Show every line of the records below that contains the word "around".
------------
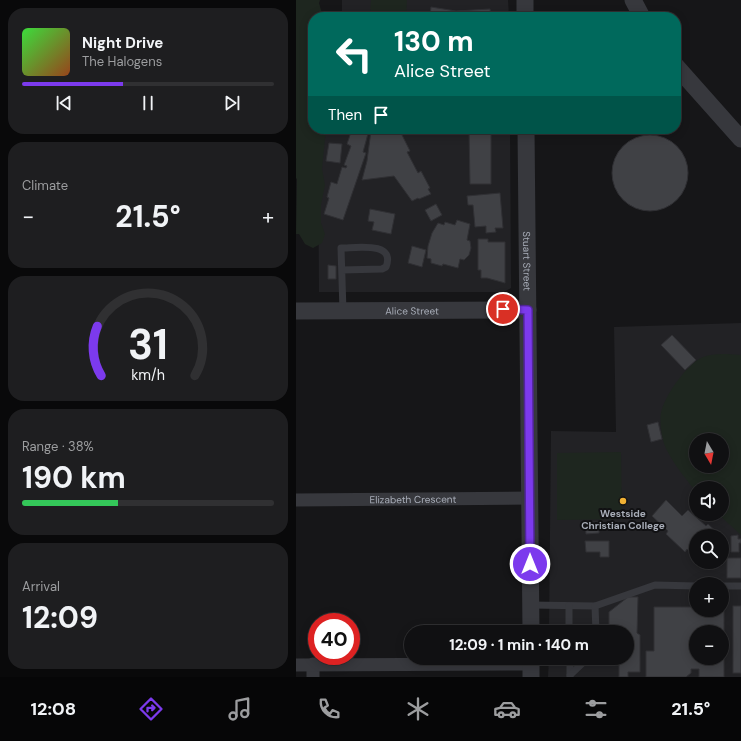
<!DOCTYPE html>
<html lang="en">
<head>
<meta charset="utf-8">
<style>
	:root { --surface:#101012; --page:#1e1e20; --text:#f1f3f6; --muted:#9c9d9f; --line:#303032; --accent:#7c3aed }
	body { margin:0; font-family:"DM Sans",sans-serif; background:var(--page); color:var(--text); height:100vh; display:flex; flex-direction:column; font-size:15px; white-space:nowrap }
	* { box-sizing:border-box; margin:0 }
	p { font-size:13px; color:var(--muted) }
	.icon { flex:none; width:22px; height:22px; fill:none; stroke:currentColor; stroke-width:2; stroke-linecap:round; stroke-linejoin:round }
	.map { position:relative; flex:1; overflow:hidden }
	.side { display:flex; flex-direction:column; gap:8px; padding:8px; background:#09090a; width:296px }
	.side>* { flex:none }
	.guide { position:absolute; left:12px; top:12px; width:373px; height:122px; border-radius:16px; box-shadow:0 2px 10px #0003,0 0 0 1px var(--line); background:#00695c; color:#fff; overflow:hidden }
	.needle { width:26px; rotate:170deg }
	.tools { position:absolute; left:393px; top:433px; display:grid; gap:8px }
	.tools a { display:grid; place-items:center; width:40px; height:40px; border-radius:50%; background:var(--surface); box-shadow:0 2px 10px #0003,0 0 0 1px var(--line); font-size:20px }
	.speed { position:absolute; left:12px; top:613px; display:flex; gap:8px; font-size:20px; font-weight:700; text-align:center }
	.speed>* { display:grid; place-content:center; width:52px; height:52px; border-radius:50%; background:var(--surface); box-shadow:0 2px 10px #0003,0 0 0 1px var(--line); line-height:1 }
	.speed .limit { border:6px solid #d22; background:#fff; color:#111 }
	.pin { position:absolute; display:grid; place-items:center; width:34px; height:34px; color:#fff; margin:-17px; border:2px solid #fff; border-radius:50%; box-shadow:0 1px 4px #0007 }
	.me { position:absolute; width:44px; margin:-22px; rotate:0deg; stroke-linejoin:round; filter:drop-shadow(0 0 3px #0008) }
	.turn { display:flex; align-items:center; gap:14px; height:84px; padding:0 20px; font-size:18px }
	.turn .icon { width:52px; height:52px; stroke-width:2.5 }
	.turn b { display:block; font-size:28px; line-height:34px }
	.then { display:flex; align-items:center; height:38px; padding:0 20px; background:#0003; gap:8px; font-size:15px }
	.big { font-size:30px; font-weight:700; line-height:1.1 }
	.side .card { flex:1; display:flex; flex-direction:column; justify-content:center; gap:6px; min-width:0; padding:0 14px; border-radius:16px; background:var(--page) }
	.side .dial { align-items:center; gap:0 }
	.dial svg { height:104px; overflow:visible; fill:none; stroke:var(--line); stroke-width:7; stroke-linecap:round; text-anchor:middle }
	.dial text { fill:var(--text); stroke:none }
	.song { display:flex; align-items:center; gap:12px }
	.cover { width:48px; height:48px; border-radius:6px; background:linear-gradient(135deg,hsl(120 70% 55%),hsl(20 70% 35%)) }
	.played { height:4px; border-radius:2px; background:linear-gradient(90deg,var(--accent) 40%,var(--line) 40%) }
	.keys { display:flex; justify-content:space-around; direction:ltr }
	.heat { display:flex; justify-content:space-between; align-items:center; font-size:22px; direction:ltr }
	.charge { height:6px; border-radius:3px; background:linear-gradient(90deg,#34c759 38%,var(--line) 0) }
	.trip { position:absolute; left:108px; top:625px; width:230px; height:40px; border-radius:20px; background:var(--surface); box-shadow:0 2px 10px #0003,0 0 0 1px var(--line); font-weight:700; line-height:40px; text-align:center }
	.tabs { display:flex; height:64px; justify-content:space-around; align-items:center; background:#060607; color:var(--muted) }
	.tabs .icon { width:28px; height:28px }
	.tabs .active { color:var(--accent) }
	.tabs b { font-size:18px; color:var(--text) }
	main { display:flex; flex:1; min-height:0 }
	.map>svg:first-child { display:block }
	.built { fill:#222225; fill-rule:evenodd }
	.green { fill:#1e261f; fill-rule:evenodd }
	.building { fill:#404145; stroke:#303034; fill-rule:evenodd }
	.lines { fill:none; stroke-linecap:round; stroke-linejoin:round }
	.service { stroke:#37383d; stroke-width:7 }
	.minor { stroke:#37383d; stroke-width:13 }
	.tertiary { stroke:#37383d; stroke-width:17 }
	.route-casing { stroke:#51269a; stroke-width:10 }
	.route { stroke:#7c3aed; stroke-width:7 }
	.poi-dot { fill:#f2b134; stroke:#111113; stroke-width:1.5 }
	.labels { text-anchor:middle; dominant-baseline:central; stroke-width:4; stroke-linejoin:round; paint-order:stroke }
	.street-label { font-size:10px; fill:#a8adb8; stroke:#111113 }
	.poi-label { font-size:10px; font-weight:bold; fill:#a8adb8; stroke:#111113 }
</style>
</head>
<body>
<main>
<section class="side">
<div class="card">
<div class="song"><i class="cover"></i><div><b>Night Drive</b><p>The Halogens</p></div></div>
<div class="played"></div>
<div class="keys"><svg class="icon" aria-label="previous" viewBox="0 0 24 24"><path d="M18 5L8 12l10 7zM5 5v14"/></svg><svg class="icon" aria-label="pause" viewBox="0 0 24 24"><path d="M8 5v14M16 5v14"/></svg><svg class="icon" aria-label="next" viewBox="0 0 24 24"><path d="M6 5l10 7-10 7zM19 5v14"/></svg></div>
</div>
<div class="card"><p>Climate</p>
<div class="heat"><a>−</a><b class="big">21.5°</b><a>+</a></div>
</div>
<div class="card dial"><svg viewBox="0 0 100 80">
<path d="M14 69A42 42 0 1 1 86 69"/>
<path d="M14 69A42 42 0 0 1 11 31" stroke="#7c3aed"/>
<text x="50" y="56" font-size="32" font-weight="700">31</text>
<text x="50" y="72" font-size="11">km/h</text>
</svg></div>
<div class="card"><p>Range · 38%</p><b class="big">190 km</b><div class="charge"></div></div>
<div class="card"><p>Arrival</p><b class="big">12:09</b></div>
</section>
<div class="map">
<svg width="445" height="677" viewBox="0 0 445 677">
	<rect width="100%" height="100%" fill="#161618"/>
	<g class="built">
		<path d="M 46,0 L 212,0 L 213,17 L 46,17 Z"/>
		<path d="M 26,129 L 214,129 L 215,288 L 208,292 L 23,292 L 22,143 Z"/>
		<path d="M 445,323 L 445,677 L 252,677 L 253,658 L 331,658 L 331,632 L 253,632 L 255,431 L 320,432 L 318,327 ZM 400,440 L 426,440 L 426,466 L 400,466 ZM 400,488 L 426,488 L 426,514 L 400,514 ZM 400,536 L 426,536 L 426,562 L 400,562 ZM 400,584 L 426,584 L 426,610 L 400,610 ZM 400,632 L 426,632 L 426,658 L 400,658 Z"/>
	</g>
	<g class="green">
		<path d="M 0,0 L 24,0 L 23,3 L 27,17 L 17,17 L 17,129 L 30,129 L 26,169 L 29,185 L 25,205 L 25,223 L 29,234 L 26,243 L 17,248 L 9,244 L 3,234 L 0,234 L 1,179 L 0,178 Z"/>
		<path d="M 75,0 L 111,0 L 110,17 L 74,17 Z"/>
		<path d="M 431,354 L 445,355 L 445,535 L 422,514 L 426,514 L 426,488 L 400,488 L 400,491 C 390,480 370,454 367,440 C 365,431 363,418 366,409 C 371,393 391,364 407,357 C 415,354 423,354 431,354 ZM 400,440 L 426,440 L 426,466 L 400,466 Z"/>
		<path d="M 325,452 L 326,519 L 261,520 L 261,453 Z"/>
	</g>
	<g class="building">
		<path d="M 135,7 L 160,11 L 194,9 L 195,17 L 132,17 L 132,16 L 134,16 Z"/>
		<path d="M 56,129 L 103,129 L 114,151 L 111,152 L 122,173 L 125,171 L 134,188 L 132,189 L 135,194 L 123,199 L 122,198 L 116,201 L 98,176 L 66,180 L 71,161 L 75,131 L 73,130 L 67,152 L 70,153 L 47,220 L 28,214 L 33,198 L 31,197 L 35,182 L 41,184 L 46,167 L 50,168 L 51,166 L 48,165 L 55,146 L 51,144 Z"/>
		<path d="M 173,129 L 195,129 L 195,184 L 174,184 Z"/>
		<circle cx="354" cy="173" r="38"/>
		<path d="M 33,143 L 46,144 L 44,163 L 30,161 Z"/>
		<path d="M 204,193 L 207,228 L 199,228 L 200,232 L 190,233 L 190,226 L 179,227 L 177,205 L 172,205 L 171,196 Z"/>
		<path d="M 140,204 L 146,215 L 135,221 L 129,210 Z"/>
		<path d="M 74,209 L 99,214 L 95,234 L 76,230 L 78,222 L 72,221 Z"/>
		<path d="M 161,220 L 174,224 L 171,240 L 174,241 L 175,248 L 173,255 L 168,260 L 164,259 L 162,268 L 147,264 L 146,266 L 135,263 L 135,259 L 131,258 L 132,246 L 136,233 L 142,223 L 148,225 L 149,222 L 159,225 Z"/>
		<path d="M 182,239 L 192,239 L 192,242 L 209,242 L 209,283 L 191,278 L 185,278 L 185,270 L 182,270 Z"/>
		<path d="M 116,246 L 130,250 L 126,267 L 112,263 Z"/>
		<path d="M 32,265 L 40,266 L 40,279 L 32,279 Z"/>
		<path d="M 376,335 L 400,360 L 389,370 L 365,345 Z"/>
		<path d="M 362,422 L 366,439 L 355,442 L 351,425 Z"/>
		<path d="M 370,500 L 386,516 L 392,510 L 410,526 L 412,524 L 425,536 L 400,536 L 400,557 L 391,549 L 389,552 L 370,534 L 372,531 L 356,516 Z"/>
		<path d="M 289,522 L 303,522 L 303,533 L 290,534 Z"/>
		<path d="M 442,535 L 442,539 L 445,539 L 445,543 L 443,543 L 443,552 L 435,552 L 435,536 Z"/>
		<path d="M 289,541 L 313,541 L 313,557 L 304,557 L 304,552 L 290,552 Z"/>
		<rect x="431" y="558" width="14" height="20"/>
		<path d="M 332,597 L 342,597 L 341,633 L 344,635 L 344,672 L 332,672 L 332,677 L 323,677 L 323,658 L 331,658 L 331,632 L 313,632 L 313,612 Z"/>
		<rect x="437" y="606" width="8" height="67"/>
		<path d="M 358,607 L 400,607 L 400,610 L 426,610 L 426,607 L 428,607 L 428,677 L 403,677 L 403,669 L 395,669 L 395,673 L 390,677 L 350,677 L 350,651 L 358,651 ZM 400,632 L 426,632 L 426,658 L 400,658 Z"/>
	</g>
	<g class="lines">
		<g class="service">
			<path d="M 46,270 L 86,269 L 90,267 C 100,241 60,248 45,248 L 47,311"/>
			<path d="M 426,586 L 445,586"/>
			<path d="M 235,605 L 299,606 L 300,632"/>
			<path d="M 273,606 L 273,632"/>
			<path d="M 299,606 L 359,585 L 400,586"/>
			<path d="M 274,658 L 274,675"/>
			<path d="M 274,677 L 274,675 L 292,658"/>
		</g>
		<g class="minor">
			<path id="s1" d="M 0,500 L 234,498"/>
			<path d="M 17,664 L 17,677"/>
			<path d="M 0,665 L 235,664"/>
		</g>
		<g class="tertiary">
			<path d="M 337,0 L 346,17"/>
			<path d="M 229,17 L 229,0"/>
			<path d="M 380,66 L 445,139"/>
			<path id="s2" d="M 230,129 L 235,632"/>
			<path id="s3" d="M 0,311 L 232,310"/>
			<path d="M 235,658 L 235,677"/>
		</g>
	</g>
	<g class="lines">
		<g class="route-casing">
			<path id="route" d="M 207,309 L 232,310 L 234,564"/>
		</g>
		<use href="#route" class="route"/>
	</g>
	<circle class="poi-dot" cx="327" cy="501" r="4"/>
	<g class="labels">
		<g class="street-label">
			<text stroke="none"><textPath href="#s2" startOffset="132">Stuart Street</textPath></text>
			<text stroke="none"><textPath href="#s3" startOffset="116">Alice Street</textPath></text>
			<text stroke="none"><textPath href="#s1" startOffset="117">Elizabeth Crescent</textPath></text>
		</g>
		<g class="poi-label">
			<text x="327" y="513">Westside<tspan x="327" dy="12">Christian College</tspan></text>
		</g>
	</g>
</svg>
<div class="tools">
<a><svg class="needle" viewBox="-14 -14 28 28"><path d="M0-13l5 13h-10z" fill="#e53935"/><path d="M0 13l5-13h-10z" fill="#9c9d9f"/></svg></a>
<a><svg class="icon" aria-label="sound" viewBox="0 0 24 24"><path d="M4 9h4l5-4v14l-5-4H4zM17 9q2 3 0 6"/></svg></a>
<a><svg class="icon" aria-label="search" viewBox="0 0 24 24"><circle cx="10" cy="10" r="6"/><path d="M15 15l6 6"/></svg></a>
<a>+</a>
<a>−</a>
</div>
<div class="speed"><div class="limit">40</div></div>
<div class="pin" style="left:207px;top:309px;background:#d93025"><svg class="icon" aria-label="arrive" viewBox="0 0 24 24"><path d="M6 21V4h12l-3 4 3 4H6"/></svg></div>
<svg class="me" style="left:234px;top:564px" viewBox="-20 -20 40 40"><circle r="17" fill="#7c3aed" stroke="#fff" stroke-width="3"/><path d="M0-11L8 9 0 5-8 9z" fill="#fff"/></svg>
<div class="trip">12:09 · 1 min · 140 m</div>
<div class="guide">
<div class="turn"><svg class="icon" aria-label="left" viewBox="0 0 24 24"><path d="M17 20v-9H6M10 6l-5 5 5 5"/></svg><div><b>130 m</b>Alice Street</div></div>
<div class="then">Then<svg class="icon" aria-label="arrive" viewBox="0 0 24 24"><path d="M6 21V4h12l-3 4 3 4H6"/></svg></div>
</div>
</div>
</main>
<nav class="tabs">
<b>12:08</b>
<svg class="icon active" aria-label="directions" viewBox="0 0 24 24"><path d="M12 3l9 9-9 9-9-9zM9 14v-3h6M13 9l2 2-2 2"/></svg>
<svg class="icon" aria-label="music" viewBox="0 0 24 24"><path d="M9 18V5l10-2v13"/><circle cx="6" cy="18" r="3"/><circle cx="16" cy="16" r="3"/></svg>
<svg class="icon" aria-label="phone" viewBox="0 0 24 24"><path d="M5 4h4l2 5-3 2q2 4 5 5l2-3 5 2v4C11 20 4 13 5 4z"/></svg>
<svg class="icon" aria-label="climate" viewBox="0 0 24 24"><path d="M12 3v18M4 7l16 10M4 17L20 7"/></svg>
<svg class="icon" aria-label="car" viewBox="0 0 24 24"><path d="M5 17H2v-5l4-1 3-4h7l3 4 3 1v5h-3M9 17h6M6 11h13"/><circle cx="7" cy="17" r="2"/><circle cx="17" cy="17" r="2"/></svg>
<svg class="icon" aria-label="filters" viewBox="0 0 24 24"><path d="M4 7h16M4 17h16"/><circle cx="9" cy="7" r="2"/><circle cx="15" cy="17" r="2"/></svg>
<b>21.5°</b>
</nav>
</body>
</html>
------------
• **EXERCISE RESPONSE**
	.keys { display:flex; justify-content:space-around; direction:ltr }
	.tabs { display:flex; height:64px; justify-content:space-around; align-items:center; background:#060607; color:var(--muted) }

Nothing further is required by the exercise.